<<<<

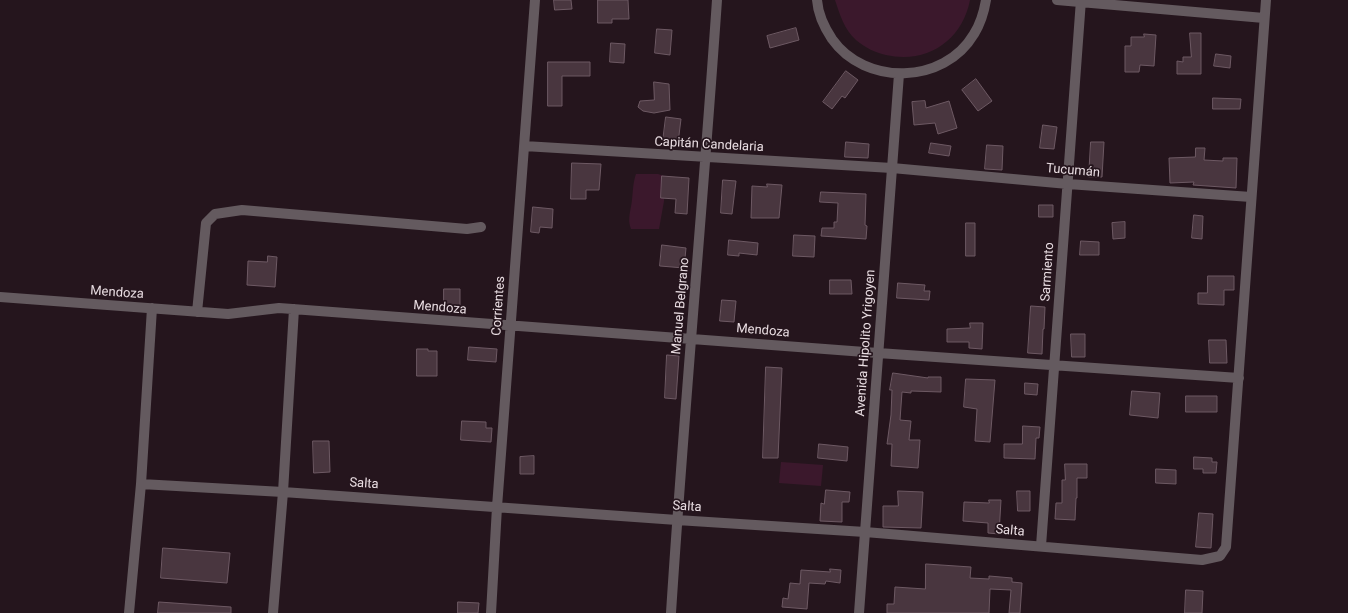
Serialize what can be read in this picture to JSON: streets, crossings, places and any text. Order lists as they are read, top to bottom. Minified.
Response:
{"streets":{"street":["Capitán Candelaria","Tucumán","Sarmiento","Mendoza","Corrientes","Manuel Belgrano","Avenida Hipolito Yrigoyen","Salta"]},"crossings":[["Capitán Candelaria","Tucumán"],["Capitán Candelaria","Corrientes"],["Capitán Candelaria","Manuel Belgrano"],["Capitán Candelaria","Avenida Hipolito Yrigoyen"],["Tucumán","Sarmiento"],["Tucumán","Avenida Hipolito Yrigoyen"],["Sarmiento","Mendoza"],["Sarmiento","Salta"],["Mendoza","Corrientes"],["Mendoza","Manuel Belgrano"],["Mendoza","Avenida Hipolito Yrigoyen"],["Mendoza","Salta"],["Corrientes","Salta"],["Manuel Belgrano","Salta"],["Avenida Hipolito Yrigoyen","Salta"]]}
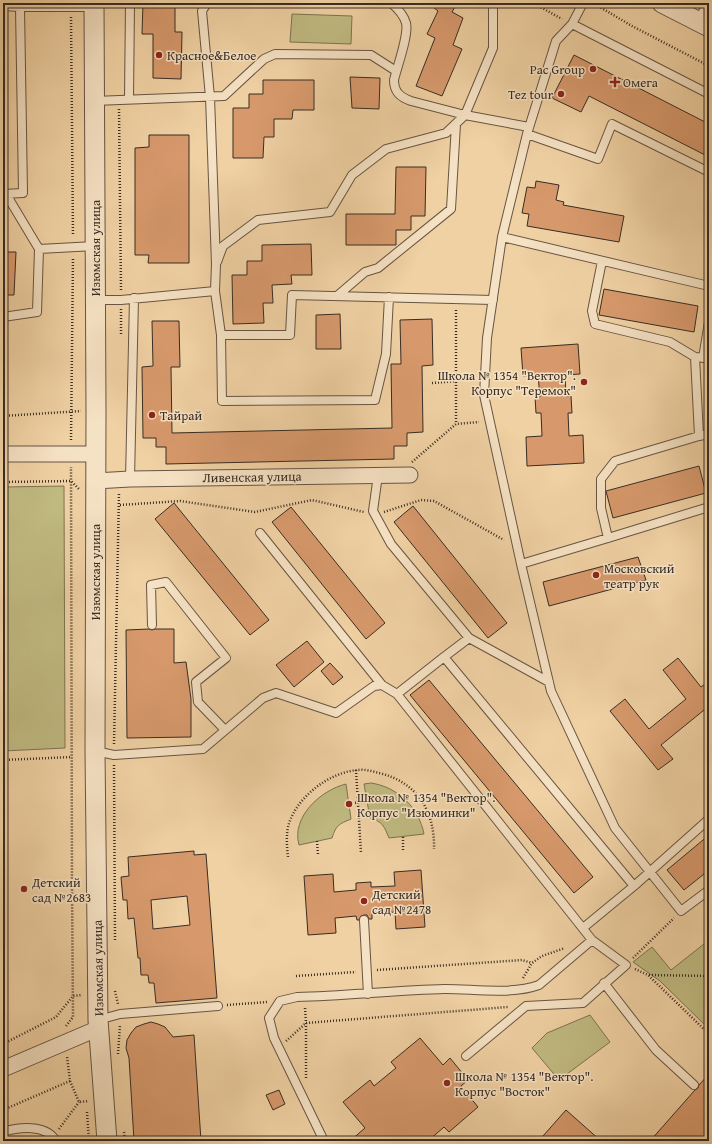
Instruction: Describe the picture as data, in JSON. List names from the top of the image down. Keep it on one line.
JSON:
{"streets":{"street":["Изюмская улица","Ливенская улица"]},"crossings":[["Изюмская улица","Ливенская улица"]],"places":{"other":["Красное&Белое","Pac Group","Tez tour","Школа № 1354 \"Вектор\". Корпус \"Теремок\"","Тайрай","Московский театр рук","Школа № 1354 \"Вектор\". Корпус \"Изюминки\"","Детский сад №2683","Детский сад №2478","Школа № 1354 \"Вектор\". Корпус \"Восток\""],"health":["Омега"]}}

>>>>

== Your instructions ==
From the listing above, return each line with the word "picture".

== The completed task ==
Serialize what can be read in this picture to JSON: streets, crossings, places and any text. Order lists as they are read, top to bottom. Minified.
Instruction: Describe the picture as data, in JSON. List names from the top of the image down. Keep it on one line.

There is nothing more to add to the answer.